- **Task details**:
Identify all lines of the data containing the string "lineWidth" and copy them.

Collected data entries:
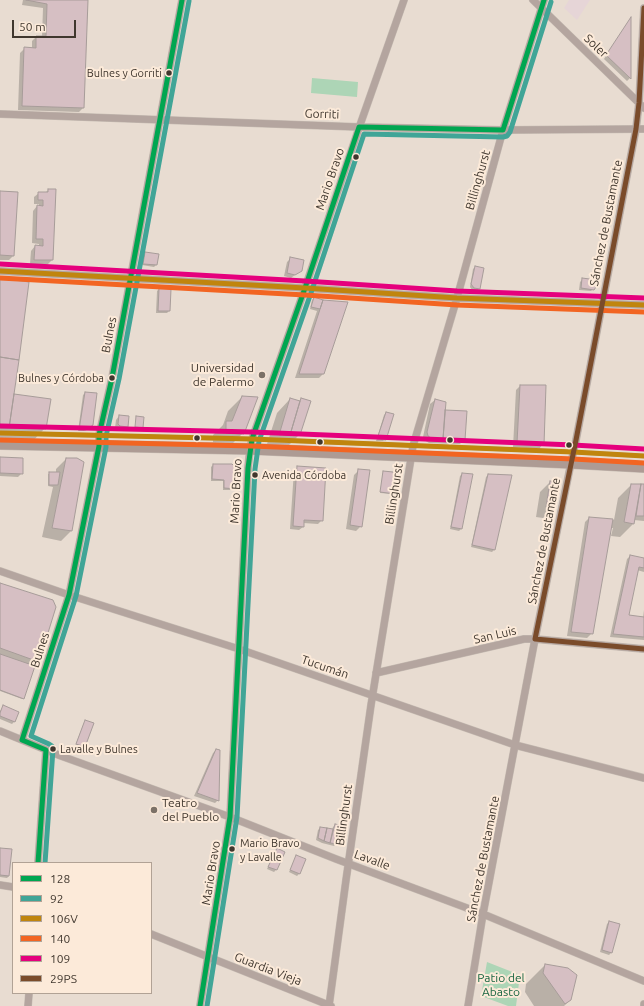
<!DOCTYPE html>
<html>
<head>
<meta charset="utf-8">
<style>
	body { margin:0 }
	#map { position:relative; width:644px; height:1006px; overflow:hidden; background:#e8dcd1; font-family:Ubuntu,sans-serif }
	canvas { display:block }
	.legend { position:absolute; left:12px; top:862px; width:140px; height:132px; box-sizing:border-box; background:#fcead9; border:1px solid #b1a295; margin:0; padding:5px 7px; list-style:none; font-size:12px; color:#40372e }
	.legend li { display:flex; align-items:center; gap:8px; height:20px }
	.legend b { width:20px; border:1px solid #b1a295 }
	.scale { position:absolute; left:12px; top:20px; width:64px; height:18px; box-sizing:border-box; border:2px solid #40372e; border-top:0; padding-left:5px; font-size:12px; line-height:14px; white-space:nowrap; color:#40372e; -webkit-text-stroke:3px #fcead9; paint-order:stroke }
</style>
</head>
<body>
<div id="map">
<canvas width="644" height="1006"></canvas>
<ul class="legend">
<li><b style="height:5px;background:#00a651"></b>128</li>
<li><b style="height:5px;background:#40a597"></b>92</li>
<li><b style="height:5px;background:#c0850e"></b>106V</li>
<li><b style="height:5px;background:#f26522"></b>140</li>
<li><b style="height:5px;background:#e5007d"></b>109</li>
<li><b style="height:5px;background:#7a4b2a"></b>29PS</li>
</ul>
<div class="scale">50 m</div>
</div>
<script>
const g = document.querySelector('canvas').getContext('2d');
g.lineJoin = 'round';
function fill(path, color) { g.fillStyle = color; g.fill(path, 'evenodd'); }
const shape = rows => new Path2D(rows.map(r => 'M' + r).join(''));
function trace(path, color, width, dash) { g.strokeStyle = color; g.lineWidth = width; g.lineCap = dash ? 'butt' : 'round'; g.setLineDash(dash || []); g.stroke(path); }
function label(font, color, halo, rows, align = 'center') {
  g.font = font + ' Ubuntu,sans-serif'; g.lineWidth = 4; g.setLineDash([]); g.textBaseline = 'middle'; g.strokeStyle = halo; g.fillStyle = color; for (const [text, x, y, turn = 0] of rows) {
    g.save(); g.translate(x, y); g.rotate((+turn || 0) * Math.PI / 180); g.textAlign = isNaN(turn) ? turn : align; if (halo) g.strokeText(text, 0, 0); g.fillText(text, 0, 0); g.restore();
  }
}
fill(shape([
	[569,0,590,0,577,20,564,8]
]), '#e6d5d7');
fill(shape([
	[312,78,358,82,357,97,311,93],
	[487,962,520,975,516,1006,508,1006,481,996]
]), '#add5b6');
fill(shape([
	[23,0,87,0,83,108,79,112,18,110,20,53,25,48,32,49,32,41,36,37,42,37,43,8,22,5],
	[630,20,630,78,627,81,604,59],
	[48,190,52,260,48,264,30,264,31,251,35,246,39,247,39,244,32,243,33,211,37,206,39,206,39,204,34,204,34,197,39,193,45,193],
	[0,192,13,256,9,260,0,260],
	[145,253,156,265,154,267,142,265,143,255],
	[290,259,301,270,291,278,284,276,287,262],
	[475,267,479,289,477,291,472,290,470,287,473,269],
	[0,279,13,397,45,428,32,442,0,441],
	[582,280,595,287,591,291,579,290,580,282],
	[159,289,170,290,169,311,167,313,156,313,157,291],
	[314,298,322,301,346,303,323,374,319,378,295,378,317,311,310,309,312,300],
	[520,386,543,444,539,449,513,447,516,390],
	[85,393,89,427,84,431,78,431,83,395],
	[242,397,243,433,230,446,213,446,213,435,223,425,228,411],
	[290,399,299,402,301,399,299,435,286,448,266,447,277,413],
	[435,400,464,439,460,444,429,443,424,440,423,437,430,404],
	[386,413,385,439,383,441,376,441,384,415],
	[119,416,127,426,123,430,116,429,115,428,116,420],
	[0,458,22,473,18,477,0,476],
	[66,459,71,531,61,541,42,537,53,487,48,486,48,474,50,473,56,473,56,469],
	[213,465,236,488,234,490,223,490,223,481,211,481,211,467],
	[298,467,322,520,318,524,303,523,303,527,299,530,290,529,294,470],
	[359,470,361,526,356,531,346,529,354,475],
	[383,472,394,494,393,494,380,493],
	[462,474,461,529,459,531,450,529,460,476],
	[488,475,494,550,492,552,471,547,486,477],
	[550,482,553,508,543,518,536,517,540,492],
	[631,485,644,485,644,521,634,520,633,524,620,537,611,536,613,528,611,528,592,633,587,638,567,636,585,522,589,518,614,520,618,498],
	[630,556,644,559,644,572,637,570,628,616,643,618,644,610,644,640,610,637,627,559],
	[0,584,38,661,33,667,22,699,0,691],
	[3,707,14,722,12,724,0,719,0,711],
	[86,721,84,747,82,749,75,746,84,723],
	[216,750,218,800,215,803,194,796,213,753],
	[335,825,340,840,334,846,322,843,316,840,318,830,320,828,332,830,333,827],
	[277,849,276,870,274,872,267,869,275,851],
	[0,850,9,876,7,878,0,877],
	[295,859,299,874,297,876,289,872],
	[609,922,611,953,609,955,600,952,607,924],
	[545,965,570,1000,564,1006,534,1006,525,992,526,984]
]), '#0003');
const building = shape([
	[26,0,88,0,84,108,22,106,24,47,36,48,36,36,46,36,47,4,26,0],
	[631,17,631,79,606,55,631,17],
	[48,189,56,189,53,260,34,260,35,245,43,246,43,239,36,239,37,205,43,206,43,200,38,200,38,192,48,192,48,189],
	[0,191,18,192,14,256,0,255,0,191],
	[145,252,159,254,157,265,143,264,145,252],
	[290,257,304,260,302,271,295,275,287,273,290,257],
	[475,266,484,268,480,289,474,288,471,284,475,266],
	[0,278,29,282,19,360,0,357,0,278],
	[582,278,597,280,596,287,594,290,581,288,582,278],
	[159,288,171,289,170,311,158,311,159,288],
	[314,297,323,300,320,309,311,307,314,297],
	[323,300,348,302,324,374,299,374,323,300],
	[0,357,19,360,9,428,0,428,0,357],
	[520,385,546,385,544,445,517,443,520,385],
	[85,392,97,393,93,425,86,430,79,430,85,392],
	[14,394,51,399,46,429,9,428,14,394],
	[242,396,258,397,244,434,226,433,226,421,232,421,242,396],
	[290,398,300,401,290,435,279,435,290,398],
	[301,398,311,401,300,435,290,435,301,398],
	[435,399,446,402,443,439,431,438,428,436,427,432,435,399],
	[445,410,467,411,465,440,443,439,445,410],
	[386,412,394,414,386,440,377,439,386,412],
	[119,415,129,416,128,427,120,426,118,424,119,415],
	[136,416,144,417,143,428,135,427,136,416],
	[0,457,23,458,23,474,0,473,0,457],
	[66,458,77,458,84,462,72,531,52,528,66,458],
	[213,464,232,464,237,469,237,489,224,488,224,480,212,479,213,464],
	[297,466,326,468,323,521,304,520,304,527,293,526,297,466],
	[358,469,370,470,362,527,350,525,358,469],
	[383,471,393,472,397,477,395,494,380,492,383,471],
	[49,472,60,472,58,485,49,485,49,472],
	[462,473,473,474,462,529,451,527,462,473],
	[488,474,512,475,495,550,472,545,488,474],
	[550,481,558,482,554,508,546,507,550,481],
	[631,484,641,484,634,524,624,522,631,484],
	[641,484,644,484,644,516,636,516,641,484],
	[589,517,613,519,593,634,571,632,589,517],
	[630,555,644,558,644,568,639,567,629,615,644,617,644,637,613,634,630,555],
	[0,583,53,600,56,607,39,662,0,648,0,583],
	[0,654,35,666,24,699,0,690,0,654],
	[3,705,19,712,15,722,0,716,0,713,3,705],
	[85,720,94,723,85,747,76,744,85,720],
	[216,749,220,750,219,801,197,793,216,749],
	[335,824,344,826,341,840,337,844,330,843,335,824],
	[320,827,327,828,324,841,318,838,320,827],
	[327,828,333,829,330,843,324,841,327,828],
	[0,848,12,849,9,876,0,875,0,848],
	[277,848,285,852,277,870,268,867,277,848],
	[296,855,306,859,300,874,290,870,296,855],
	[609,921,620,924,612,953,602,950,609,921],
	[545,964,568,968,577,975,571,1000,565,1004,543,973,545,964]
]);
fill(building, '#d6bfc3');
trace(building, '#a79c99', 1);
const service = shape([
	[0,433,252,439,573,452,644,456]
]);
const minor = shape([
	[533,0,644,108],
	[0,114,359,127,503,130,644,129],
	[0,271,305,288,457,298,644,305],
	[0,571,69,595,239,649,515,745,644,778],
	[376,673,524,639,535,639,644,649],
	[0,731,61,756,230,817,336,859,483,914,644,981],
	[22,740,69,595,99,446,99,435,112,378,182,0],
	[38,863,46,750],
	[0,885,13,887],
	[151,934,331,1006],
	[28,1006,29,993],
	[200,1006,230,817,248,468,250,449,252,439,305,288,360,125,404,0],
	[329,1006,346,880,371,705,413,446,457,298,503,130,544,0],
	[468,1006,483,914,535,639,571,463,576,440,636,129,639,103,644,8],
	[644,1006,644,1004]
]);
const primary = shape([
	[0,444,250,449,571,463,644,467]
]);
trace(service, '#c5bbb2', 4.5);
trace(minor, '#c5bbb2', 8);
trace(primary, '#c5bbb2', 12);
trace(service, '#b4a59f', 3.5);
trace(minor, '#b4a59f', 7);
trace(primary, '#ad9b94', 11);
trace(shape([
	[38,863,46,750,22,740,69,595,99,446,99,435,112,378,182,0],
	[200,1006,230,817,248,468,252,439,305,288,359,127,503,130,544,0]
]), '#00a651', 5);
trace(shape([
	[45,863,53,749,52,746,49,744,31,736,76,596,106,447,106,436,119,379,189,1],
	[207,1006,237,817,255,469,259,441,312,290,364,134,503,137,507,136,510,132,551,2]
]), '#40a597', 5);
trace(shape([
	[0,271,305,288,457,298,644,305],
	[0,433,252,439,573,452,644,456]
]), '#c0850e', 5);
trace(shape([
	[0,278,305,295,457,305,644,312],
	[0,440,252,446,573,459,644,463]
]), '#f26522', 5);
trace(shape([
	[0,264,305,281,457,291,644,298],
	[0,426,252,432,573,445,644,449]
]), '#e5007d', 5);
trace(shape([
	[644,8,639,103,636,129,576,440,535,639,644,649]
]), '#7a4b2a', 5);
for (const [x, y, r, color] of [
	[169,73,3.5,"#40372e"],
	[356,157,3.5,"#40372e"],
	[262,375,4,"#7b7167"],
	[112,378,3.5,"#40372e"],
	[197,438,3.5,"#40372e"],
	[450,440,3.5,"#40372e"],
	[320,442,3.5,"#40372e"],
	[569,445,3.5,"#40372e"],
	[255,475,3.5,"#40372e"],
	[53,749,3.5,"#40372e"],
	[154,810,4,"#7b7167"],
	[232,849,3.5,"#40372e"]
]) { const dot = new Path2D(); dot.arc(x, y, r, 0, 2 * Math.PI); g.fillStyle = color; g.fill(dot); trace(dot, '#fcead9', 1.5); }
label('11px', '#40372e', '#fcead9', [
	["Bulnes y Gorriti",162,73,"right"],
	["Bulnes y Córdoba",104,378,"right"],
	["Avenida Córdoba",262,475],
	["Lavalle y Bulnes",60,749],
	["Mario Bravo",240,843],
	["y Lavalle",240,857]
], 'left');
label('12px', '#40372e', '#fcead9', [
	["Soler",596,46,44],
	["Gorriti",322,114,2],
	["Mario Bravo",330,179,-71],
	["Billinghurst",478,180,-74],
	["Sánchez de Bustamante",606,223,-79],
	["Bulnes",109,335,-79],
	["Mario Bravo",236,491,-87],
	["Billinghurst",394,494,-81],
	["Sánchez de Bustamante",544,541,-79],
	["San Luis",495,635,-13],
	["Bulnes",40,650,-72],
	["Tucumán",325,667,19],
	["Billinghurst",344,815,-82],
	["Sánchez de Bustamante",483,859,-79],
	["Lavalle",372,860,20],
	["Mario Bravo",211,873,-81],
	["Guardia Vieja",268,969,21]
]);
label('12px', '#40372e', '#fcead9', [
	["Universidad",254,368],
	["de Palermo",254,382],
	["Teatro",162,803,"left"],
	["del Pueblo",162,817,"left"]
], 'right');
label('12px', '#176540', '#fcead9', [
	["Patio del",501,978],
	["Abasto",501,992]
]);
</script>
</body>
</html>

- **The completed task**:
function trace(path, color, width, dash) { g.strokeStyle = color; g.lineWidth = width; g.lineCap = dash ? 'butt' : 'round'; g.setLineDash(dash || []); g.stroke(path); }
  g.font = font + ' Ubuntu,sans-serif'; g.lineWidth = 4; g.setLineDash([]); g.textBaseline = 'middle'; g.strokeStyle = halo; g.fillStyle = color; for (const [text, x, y, turn = 0] of rows) {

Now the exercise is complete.